Ils étaient encore peu à y croire, c’est désormais officiel. Mario Hezonja, 5ème pick de la draft 2015 et le Magic d’Orlando, c’est terminé. N’ayant pas levé l’option du joueur avant la deadline du 31 octobre et ayant même cherché un trade envoyant ce dernier vers les Kings, le Magic accepte ainsi de laisser s’en aller librement son protégé croate à la prochaine free-agency.

Hezonja est l’exemple-type du jeune prospect européen qui n’a pas su digérer le grand saut entre Europe et Etats-Unis. Arrivé en 2015 via la draft, Hezonja jouissait pourtant d’une assez grosse côte auprès des franchises NBA. Formé du côté de Barcelone, le gamin arrivait avec un bagage de basketteur plutôt séduisant, qui le plaçait devant un certain Kristaps Porzingis en termes de hype, bien qu’il soit encore un diamant à polir.

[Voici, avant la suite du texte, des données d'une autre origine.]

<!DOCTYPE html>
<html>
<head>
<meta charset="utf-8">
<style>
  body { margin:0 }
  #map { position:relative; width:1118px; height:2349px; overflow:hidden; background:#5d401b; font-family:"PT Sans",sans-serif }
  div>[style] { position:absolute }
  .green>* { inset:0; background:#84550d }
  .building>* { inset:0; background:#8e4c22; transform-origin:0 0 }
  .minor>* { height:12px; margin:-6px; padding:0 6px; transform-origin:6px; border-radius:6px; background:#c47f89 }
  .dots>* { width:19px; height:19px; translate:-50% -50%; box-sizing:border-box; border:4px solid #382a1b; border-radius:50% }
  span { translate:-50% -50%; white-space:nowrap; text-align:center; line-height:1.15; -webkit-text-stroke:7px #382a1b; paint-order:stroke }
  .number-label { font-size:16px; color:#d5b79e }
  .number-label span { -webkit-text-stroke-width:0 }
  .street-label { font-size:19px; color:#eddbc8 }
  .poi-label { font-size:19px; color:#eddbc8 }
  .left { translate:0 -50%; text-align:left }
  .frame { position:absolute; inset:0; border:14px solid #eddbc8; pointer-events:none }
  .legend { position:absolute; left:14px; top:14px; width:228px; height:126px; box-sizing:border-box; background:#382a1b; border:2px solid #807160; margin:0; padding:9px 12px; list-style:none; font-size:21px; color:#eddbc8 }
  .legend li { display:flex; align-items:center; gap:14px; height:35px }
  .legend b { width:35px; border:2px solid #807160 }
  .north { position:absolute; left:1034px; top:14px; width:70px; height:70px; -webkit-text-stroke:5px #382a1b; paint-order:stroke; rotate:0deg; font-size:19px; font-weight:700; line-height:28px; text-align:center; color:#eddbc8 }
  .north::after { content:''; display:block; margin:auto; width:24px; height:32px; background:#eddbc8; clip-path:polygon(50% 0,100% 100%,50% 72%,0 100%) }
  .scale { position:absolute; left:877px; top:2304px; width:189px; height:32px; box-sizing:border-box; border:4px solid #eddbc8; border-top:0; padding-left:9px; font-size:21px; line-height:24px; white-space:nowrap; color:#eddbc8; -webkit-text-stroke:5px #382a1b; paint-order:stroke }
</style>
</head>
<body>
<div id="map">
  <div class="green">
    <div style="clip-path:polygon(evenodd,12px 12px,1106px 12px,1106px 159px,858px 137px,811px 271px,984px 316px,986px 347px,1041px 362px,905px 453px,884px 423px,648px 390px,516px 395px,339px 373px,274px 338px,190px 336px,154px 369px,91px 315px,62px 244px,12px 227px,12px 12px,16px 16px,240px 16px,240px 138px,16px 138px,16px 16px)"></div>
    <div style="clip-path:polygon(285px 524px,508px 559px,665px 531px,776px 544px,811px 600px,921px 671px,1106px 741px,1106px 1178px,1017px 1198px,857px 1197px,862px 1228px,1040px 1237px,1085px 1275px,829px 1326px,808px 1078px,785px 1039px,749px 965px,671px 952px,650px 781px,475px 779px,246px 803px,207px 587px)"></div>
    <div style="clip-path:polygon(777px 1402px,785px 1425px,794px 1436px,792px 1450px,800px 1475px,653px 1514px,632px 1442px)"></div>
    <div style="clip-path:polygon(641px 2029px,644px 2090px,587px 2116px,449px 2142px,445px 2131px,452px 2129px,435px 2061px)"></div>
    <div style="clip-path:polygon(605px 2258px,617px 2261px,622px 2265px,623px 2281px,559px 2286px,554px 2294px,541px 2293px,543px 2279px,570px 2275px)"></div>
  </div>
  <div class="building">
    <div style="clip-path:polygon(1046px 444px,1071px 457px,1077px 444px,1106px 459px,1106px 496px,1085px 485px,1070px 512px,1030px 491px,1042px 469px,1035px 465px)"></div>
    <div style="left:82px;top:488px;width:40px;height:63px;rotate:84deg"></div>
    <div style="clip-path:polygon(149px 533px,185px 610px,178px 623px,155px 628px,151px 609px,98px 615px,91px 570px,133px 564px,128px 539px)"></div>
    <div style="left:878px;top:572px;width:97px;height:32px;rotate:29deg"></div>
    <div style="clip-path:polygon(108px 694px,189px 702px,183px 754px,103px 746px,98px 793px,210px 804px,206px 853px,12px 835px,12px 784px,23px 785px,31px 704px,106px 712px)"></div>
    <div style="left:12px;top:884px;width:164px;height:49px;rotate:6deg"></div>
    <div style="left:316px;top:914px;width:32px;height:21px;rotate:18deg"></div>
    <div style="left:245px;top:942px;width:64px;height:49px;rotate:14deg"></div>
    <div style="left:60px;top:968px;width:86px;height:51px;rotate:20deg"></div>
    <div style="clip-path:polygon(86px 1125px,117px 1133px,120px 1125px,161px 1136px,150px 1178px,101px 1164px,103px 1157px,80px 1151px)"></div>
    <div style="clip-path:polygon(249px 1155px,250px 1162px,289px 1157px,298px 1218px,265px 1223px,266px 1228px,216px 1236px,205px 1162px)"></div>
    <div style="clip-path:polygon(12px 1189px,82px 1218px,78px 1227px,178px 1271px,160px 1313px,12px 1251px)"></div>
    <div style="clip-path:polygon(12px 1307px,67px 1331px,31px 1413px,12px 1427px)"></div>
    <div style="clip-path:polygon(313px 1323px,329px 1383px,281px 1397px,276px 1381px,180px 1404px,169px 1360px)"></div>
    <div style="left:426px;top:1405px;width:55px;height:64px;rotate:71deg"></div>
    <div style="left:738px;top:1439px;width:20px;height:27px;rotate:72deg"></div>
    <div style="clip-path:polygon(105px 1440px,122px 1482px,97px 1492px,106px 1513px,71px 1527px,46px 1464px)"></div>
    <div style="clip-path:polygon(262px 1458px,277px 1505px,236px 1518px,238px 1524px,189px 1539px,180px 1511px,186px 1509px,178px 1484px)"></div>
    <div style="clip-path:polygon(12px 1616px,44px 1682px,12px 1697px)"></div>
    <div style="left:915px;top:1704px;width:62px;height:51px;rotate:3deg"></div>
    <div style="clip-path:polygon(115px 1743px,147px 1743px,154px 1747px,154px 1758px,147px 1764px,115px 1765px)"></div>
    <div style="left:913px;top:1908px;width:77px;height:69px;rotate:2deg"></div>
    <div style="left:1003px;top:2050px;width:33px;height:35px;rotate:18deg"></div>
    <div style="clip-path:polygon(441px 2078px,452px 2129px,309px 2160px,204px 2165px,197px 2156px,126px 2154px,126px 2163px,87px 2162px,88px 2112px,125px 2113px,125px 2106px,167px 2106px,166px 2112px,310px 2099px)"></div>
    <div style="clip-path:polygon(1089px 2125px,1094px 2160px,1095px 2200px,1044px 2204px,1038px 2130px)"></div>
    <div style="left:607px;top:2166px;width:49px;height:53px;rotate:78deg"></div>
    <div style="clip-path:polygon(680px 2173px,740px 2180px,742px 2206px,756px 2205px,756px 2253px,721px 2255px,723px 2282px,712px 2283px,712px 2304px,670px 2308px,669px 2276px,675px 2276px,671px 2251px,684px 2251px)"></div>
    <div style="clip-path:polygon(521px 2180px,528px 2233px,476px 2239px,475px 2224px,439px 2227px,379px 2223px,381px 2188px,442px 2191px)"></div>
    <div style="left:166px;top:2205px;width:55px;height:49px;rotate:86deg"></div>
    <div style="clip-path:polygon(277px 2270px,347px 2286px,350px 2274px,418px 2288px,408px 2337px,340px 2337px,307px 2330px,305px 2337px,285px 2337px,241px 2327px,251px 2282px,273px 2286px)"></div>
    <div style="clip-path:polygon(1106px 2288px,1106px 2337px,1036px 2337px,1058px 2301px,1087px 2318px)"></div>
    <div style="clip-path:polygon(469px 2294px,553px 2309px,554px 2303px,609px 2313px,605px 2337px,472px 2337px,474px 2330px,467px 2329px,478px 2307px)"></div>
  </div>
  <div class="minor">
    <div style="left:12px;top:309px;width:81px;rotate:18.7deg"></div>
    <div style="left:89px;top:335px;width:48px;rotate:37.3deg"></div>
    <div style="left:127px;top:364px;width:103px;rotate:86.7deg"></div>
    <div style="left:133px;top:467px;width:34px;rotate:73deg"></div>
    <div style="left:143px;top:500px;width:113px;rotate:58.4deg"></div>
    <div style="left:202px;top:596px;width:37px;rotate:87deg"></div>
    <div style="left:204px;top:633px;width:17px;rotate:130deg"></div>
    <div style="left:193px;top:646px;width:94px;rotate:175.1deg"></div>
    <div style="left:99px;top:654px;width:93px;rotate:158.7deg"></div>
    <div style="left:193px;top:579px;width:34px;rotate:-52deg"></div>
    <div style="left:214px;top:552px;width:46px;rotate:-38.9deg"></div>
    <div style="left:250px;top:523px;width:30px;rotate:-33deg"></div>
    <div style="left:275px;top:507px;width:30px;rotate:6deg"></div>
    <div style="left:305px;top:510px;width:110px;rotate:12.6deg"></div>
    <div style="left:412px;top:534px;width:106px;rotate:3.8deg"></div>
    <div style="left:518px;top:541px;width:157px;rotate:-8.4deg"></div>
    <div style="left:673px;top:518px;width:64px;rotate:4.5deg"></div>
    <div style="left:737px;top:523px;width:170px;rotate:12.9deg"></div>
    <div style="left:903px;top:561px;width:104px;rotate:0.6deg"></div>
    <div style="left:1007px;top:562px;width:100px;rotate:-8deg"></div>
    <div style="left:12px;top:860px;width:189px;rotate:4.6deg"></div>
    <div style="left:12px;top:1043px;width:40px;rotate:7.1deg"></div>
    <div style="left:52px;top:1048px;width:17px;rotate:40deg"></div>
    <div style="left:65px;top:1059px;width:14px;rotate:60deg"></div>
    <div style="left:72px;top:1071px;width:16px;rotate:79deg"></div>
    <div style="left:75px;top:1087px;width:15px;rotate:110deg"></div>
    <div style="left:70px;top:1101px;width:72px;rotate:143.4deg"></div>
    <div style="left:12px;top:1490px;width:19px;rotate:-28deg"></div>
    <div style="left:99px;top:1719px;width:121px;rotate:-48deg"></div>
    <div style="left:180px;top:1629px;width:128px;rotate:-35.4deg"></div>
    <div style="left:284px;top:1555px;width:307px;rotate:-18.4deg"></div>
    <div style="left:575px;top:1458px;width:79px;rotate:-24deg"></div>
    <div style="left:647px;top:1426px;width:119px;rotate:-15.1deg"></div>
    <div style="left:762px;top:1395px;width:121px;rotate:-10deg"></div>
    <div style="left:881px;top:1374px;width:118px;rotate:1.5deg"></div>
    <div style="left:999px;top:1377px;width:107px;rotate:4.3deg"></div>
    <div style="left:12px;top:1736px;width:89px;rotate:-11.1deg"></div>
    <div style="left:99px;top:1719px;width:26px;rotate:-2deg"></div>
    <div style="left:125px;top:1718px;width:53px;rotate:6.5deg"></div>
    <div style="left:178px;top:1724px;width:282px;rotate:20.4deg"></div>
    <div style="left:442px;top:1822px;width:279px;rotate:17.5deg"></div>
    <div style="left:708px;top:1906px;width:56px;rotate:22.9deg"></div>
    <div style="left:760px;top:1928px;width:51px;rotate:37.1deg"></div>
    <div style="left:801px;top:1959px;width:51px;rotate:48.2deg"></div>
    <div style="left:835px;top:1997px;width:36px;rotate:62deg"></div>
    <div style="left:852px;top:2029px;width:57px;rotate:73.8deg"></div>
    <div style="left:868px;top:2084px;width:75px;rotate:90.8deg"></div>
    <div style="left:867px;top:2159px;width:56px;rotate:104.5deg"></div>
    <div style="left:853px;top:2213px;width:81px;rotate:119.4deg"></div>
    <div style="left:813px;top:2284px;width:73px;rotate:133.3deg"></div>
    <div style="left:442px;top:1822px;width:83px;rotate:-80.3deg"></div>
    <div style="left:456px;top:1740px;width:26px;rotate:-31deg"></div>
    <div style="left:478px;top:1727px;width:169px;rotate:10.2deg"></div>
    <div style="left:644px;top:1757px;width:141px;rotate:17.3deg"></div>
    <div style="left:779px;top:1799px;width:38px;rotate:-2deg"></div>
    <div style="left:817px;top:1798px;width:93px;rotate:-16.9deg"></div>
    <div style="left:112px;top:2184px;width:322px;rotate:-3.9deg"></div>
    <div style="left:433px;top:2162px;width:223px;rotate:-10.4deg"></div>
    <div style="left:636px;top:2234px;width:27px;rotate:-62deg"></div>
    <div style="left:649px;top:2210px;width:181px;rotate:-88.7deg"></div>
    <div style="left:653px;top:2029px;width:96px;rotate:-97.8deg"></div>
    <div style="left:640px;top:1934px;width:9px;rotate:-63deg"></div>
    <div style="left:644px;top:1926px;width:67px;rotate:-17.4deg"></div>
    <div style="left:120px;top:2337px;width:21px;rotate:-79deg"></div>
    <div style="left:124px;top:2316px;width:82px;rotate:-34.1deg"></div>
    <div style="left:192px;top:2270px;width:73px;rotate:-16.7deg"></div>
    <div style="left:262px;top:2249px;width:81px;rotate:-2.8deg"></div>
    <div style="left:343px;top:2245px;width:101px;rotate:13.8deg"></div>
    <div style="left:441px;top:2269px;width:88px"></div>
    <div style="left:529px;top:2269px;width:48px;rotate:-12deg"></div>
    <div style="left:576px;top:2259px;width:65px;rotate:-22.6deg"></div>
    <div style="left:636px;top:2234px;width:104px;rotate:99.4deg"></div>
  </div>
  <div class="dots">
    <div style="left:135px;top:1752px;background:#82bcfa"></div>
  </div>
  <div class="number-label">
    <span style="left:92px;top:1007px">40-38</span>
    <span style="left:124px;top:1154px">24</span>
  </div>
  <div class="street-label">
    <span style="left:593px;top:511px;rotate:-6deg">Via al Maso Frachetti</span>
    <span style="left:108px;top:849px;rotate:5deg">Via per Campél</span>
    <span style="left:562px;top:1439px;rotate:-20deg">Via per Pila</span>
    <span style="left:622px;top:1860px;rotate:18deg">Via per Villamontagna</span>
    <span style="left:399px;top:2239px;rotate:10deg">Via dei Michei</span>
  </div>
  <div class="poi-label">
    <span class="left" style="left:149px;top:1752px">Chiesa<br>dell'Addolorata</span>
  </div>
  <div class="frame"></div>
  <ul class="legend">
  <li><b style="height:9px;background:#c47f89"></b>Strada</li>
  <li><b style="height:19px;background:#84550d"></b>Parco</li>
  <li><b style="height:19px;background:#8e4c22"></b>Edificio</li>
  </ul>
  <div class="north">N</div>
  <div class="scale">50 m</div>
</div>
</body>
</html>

Pour sa première saison à Orlando, sous les ordres de Scott Skiles, il participera à 79 match, la plupart en sortie de banc avec un temps de jeu avoisinant la vingtaine de minutes. Avec 6.1 pts par match, Mario était clairement en phase d’apprentissage. Quoi de plus normal pour un jeune joueur de 20 ans ? A l’époque, le ton était encore clément envers le croate : patience, il faut du temps.

Le souci, c’est que pour sa deuxième saison dans la grande ligue, le croate n’arriva pas non plus à passer un cap. Pire, il ne semblait pas au niveau. Alors que Frank Vogel débarque sur le banc d’Orlando, Hezonja est dans un premier temps mis en avant, avant d’être poussé sur le banc, tranquillement et sûrement. Pour sa deuxième saison, il joue peu, il joue moins bien, laissant la frustration grandir chez les fans du Magic. Dans le même temps, Evan Fournier confirme sa progression constante dans la hiérarchie de l’équipe, Terrence Ross débarque et Frank Vogel a même essayé de faire jouer Aaron Gordon poste 3 : bref, les signaux n’étaient pas bons du tout pour le pauvre Mario.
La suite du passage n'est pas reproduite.